1) base64 decoding our favorite line of the cookies (base64 -d)
2) in order to be able to do some xor_encrtypt, we need a hexdump, so
3) base64 -d | xxd -p
note: you’ll see %3D at the end of the cookie, which is URL encoding, basically it is  a =, so replace that part with =.
the result should look like this:
4) now we have the output of our xor_encrypt and we need the plain text to be able to find out the key.
here comes some php coding copy-pasting (don’t worry if you can’t code in php and remember, you just need to understand what’s written in there)
just create a php file and type or copy-paste the following.


$in = array( “showpassword”=>”no”, “bgcolor”=>”#ffffff”);



the output is going to be our input for the XOR encryption.

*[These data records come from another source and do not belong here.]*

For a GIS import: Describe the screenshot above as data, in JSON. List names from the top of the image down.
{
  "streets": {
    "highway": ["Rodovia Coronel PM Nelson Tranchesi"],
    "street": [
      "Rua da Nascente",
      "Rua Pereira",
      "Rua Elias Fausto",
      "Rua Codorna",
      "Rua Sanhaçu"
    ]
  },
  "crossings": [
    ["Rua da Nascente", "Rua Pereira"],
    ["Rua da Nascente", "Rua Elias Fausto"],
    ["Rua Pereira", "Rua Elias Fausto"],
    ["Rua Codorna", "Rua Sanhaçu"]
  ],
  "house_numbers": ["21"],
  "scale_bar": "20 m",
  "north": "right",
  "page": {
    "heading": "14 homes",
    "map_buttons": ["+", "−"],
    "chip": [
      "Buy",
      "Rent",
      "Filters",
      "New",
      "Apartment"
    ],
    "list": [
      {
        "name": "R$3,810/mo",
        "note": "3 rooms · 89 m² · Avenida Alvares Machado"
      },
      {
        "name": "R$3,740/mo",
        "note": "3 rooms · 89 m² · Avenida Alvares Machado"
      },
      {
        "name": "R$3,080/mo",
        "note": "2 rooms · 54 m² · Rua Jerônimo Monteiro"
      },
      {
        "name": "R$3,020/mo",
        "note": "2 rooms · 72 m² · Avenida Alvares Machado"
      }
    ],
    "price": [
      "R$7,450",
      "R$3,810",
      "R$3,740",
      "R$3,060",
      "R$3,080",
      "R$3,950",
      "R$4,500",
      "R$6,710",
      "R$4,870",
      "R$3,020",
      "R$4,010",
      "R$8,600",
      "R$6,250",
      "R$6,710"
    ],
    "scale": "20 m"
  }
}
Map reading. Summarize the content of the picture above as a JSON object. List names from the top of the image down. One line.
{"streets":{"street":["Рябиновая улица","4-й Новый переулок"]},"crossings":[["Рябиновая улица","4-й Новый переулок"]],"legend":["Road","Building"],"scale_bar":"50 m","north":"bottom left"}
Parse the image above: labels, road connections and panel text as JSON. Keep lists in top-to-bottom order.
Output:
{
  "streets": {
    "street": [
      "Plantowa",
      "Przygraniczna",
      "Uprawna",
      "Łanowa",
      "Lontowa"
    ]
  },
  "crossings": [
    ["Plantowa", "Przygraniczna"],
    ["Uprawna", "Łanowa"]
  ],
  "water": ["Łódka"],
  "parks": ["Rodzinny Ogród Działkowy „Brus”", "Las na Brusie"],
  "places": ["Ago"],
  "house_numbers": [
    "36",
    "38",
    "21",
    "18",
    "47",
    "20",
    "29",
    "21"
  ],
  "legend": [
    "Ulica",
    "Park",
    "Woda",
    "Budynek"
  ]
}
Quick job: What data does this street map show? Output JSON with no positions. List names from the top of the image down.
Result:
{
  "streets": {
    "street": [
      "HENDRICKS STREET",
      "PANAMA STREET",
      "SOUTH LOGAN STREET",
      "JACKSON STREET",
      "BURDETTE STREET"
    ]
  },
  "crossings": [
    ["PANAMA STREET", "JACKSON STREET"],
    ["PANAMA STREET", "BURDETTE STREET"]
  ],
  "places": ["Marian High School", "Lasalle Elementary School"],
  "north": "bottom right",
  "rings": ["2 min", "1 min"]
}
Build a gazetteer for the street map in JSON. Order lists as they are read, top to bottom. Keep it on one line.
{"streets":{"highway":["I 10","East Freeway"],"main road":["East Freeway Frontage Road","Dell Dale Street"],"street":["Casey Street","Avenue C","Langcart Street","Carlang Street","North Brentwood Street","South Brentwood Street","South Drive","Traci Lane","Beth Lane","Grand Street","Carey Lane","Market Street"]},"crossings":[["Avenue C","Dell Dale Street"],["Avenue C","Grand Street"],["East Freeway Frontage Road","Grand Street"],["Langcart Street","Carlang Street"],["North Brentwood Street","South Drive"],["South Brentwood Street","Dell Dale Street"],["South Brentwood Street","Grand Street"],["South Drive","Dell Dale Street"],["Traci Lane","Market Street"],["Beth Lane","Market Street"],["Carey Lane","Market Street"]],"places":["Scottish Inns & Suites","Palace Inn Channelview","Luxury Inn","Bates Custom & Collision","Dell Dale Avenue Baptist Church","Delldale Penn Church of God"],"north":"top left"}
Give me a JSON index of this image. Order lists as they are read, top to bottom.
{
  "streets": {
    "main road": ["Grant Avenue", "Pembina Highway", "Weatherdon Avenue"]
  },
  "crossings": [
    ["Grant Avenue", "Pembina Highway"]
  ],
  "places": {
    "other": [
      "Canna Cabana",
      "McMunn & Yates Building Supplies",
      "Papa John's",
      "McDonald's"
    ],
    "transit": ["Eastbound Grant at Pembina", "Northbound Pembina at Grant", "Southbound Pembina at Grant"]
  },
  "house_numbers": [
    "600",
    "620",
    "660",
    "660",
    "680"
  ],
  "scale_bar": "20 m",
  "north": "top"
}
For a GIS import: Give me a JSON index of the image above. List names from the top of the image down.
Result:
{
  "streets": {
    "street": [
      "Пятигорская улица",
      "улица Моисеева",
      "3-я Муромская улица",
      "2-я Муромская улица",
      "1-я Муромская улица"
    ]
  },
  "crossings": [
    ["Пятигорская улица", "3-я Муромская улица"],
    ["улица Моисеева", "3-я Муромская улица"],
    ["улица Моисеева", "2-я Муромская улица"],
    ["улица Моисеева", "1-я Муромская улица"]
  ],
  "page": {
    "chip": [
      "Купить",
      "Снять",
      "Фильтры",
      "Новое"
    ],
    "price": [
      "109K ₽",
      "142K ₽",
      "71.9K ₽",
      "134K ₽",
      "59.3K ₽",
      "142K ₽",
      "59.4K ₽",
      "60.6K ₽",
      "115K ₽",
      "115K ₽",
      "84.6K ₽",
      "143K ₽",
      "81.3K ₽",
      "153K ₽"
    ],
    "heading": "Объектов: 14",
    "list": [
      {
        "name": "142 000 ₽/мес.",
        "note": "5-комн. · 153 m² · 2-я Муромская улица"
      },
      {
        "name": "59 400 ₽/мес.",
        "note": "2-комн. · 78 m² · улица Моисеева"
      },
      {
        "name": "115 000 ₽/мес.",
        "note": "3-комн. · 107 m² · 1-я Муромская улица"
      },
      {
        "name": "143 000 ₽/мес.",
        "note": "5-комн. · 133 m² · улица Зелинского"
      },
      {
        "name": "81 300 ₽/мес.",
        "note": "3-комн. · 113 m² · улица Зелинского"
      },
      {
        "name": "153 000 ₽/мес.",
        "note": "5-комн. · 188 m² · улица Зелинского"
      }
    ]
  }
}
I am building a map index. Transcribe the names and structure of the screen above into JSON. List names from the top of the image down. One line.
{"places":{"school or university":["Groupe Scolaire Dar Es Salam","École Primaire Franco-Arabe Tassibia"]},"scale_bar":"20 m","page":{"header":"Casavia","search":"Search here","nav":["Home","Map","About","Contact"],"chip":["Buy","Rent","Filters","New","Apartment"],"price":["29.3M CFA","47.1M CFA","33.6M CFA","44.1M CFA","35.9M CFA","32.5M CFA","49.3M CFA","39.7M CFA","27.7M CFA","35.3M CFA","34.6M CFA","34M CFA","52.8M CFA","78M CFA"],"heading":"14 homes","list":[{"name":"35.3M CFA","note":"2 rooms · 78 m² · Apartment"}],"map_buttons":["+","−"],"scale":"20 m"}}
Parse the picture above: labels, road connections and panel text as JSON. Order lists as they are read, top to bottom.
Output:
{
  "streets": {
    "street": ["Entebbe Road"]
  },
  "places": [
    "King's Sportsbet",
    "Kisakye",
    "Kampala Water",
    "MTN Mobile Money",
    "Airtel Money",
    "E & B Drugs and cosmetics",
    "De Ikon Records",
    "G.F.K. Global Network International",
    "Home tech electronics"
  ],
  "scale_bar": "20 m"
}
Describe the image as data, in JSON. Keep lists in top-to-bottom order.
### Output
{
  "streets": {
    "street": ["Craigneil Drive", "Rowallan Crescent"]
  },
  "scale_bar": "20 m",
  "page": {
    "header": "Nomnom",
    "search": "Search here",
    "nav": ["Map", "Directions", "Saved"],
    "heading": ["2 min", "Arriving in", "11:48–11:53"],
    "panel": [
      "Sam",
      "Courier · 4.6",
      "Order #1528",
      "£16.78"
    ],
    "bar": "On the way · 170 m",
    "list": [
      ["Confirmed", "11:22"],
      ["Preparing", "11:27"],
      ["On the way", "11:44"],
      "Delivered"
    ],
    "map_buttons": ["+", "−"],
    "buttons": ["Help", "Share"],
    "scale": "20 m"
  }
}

the world is full of encrypting – decrypting websites. here is one:
voila! we have our key: qw8Jqw8Jqw8Jqw8Jqw8Jqw8Jqw8Jqw8Jqw8Jqw8Jq
if you remember, I have already told you, that in case the key is short, it is repeated. so the exact key is: qw8J
our crazy mind says: go and copy some other code out there.
go back to your php file and do some edits. I had told you we were gonna make the “no” into a very nice “yes”.
execute the file, and you will see a whole another cookie there:


what is required is to replace the previous one with this new, much better one. and please, don’t forget to add %3D at the end. the rest is on you! enjoy the moment of seeing the password on your screen. you deserve it!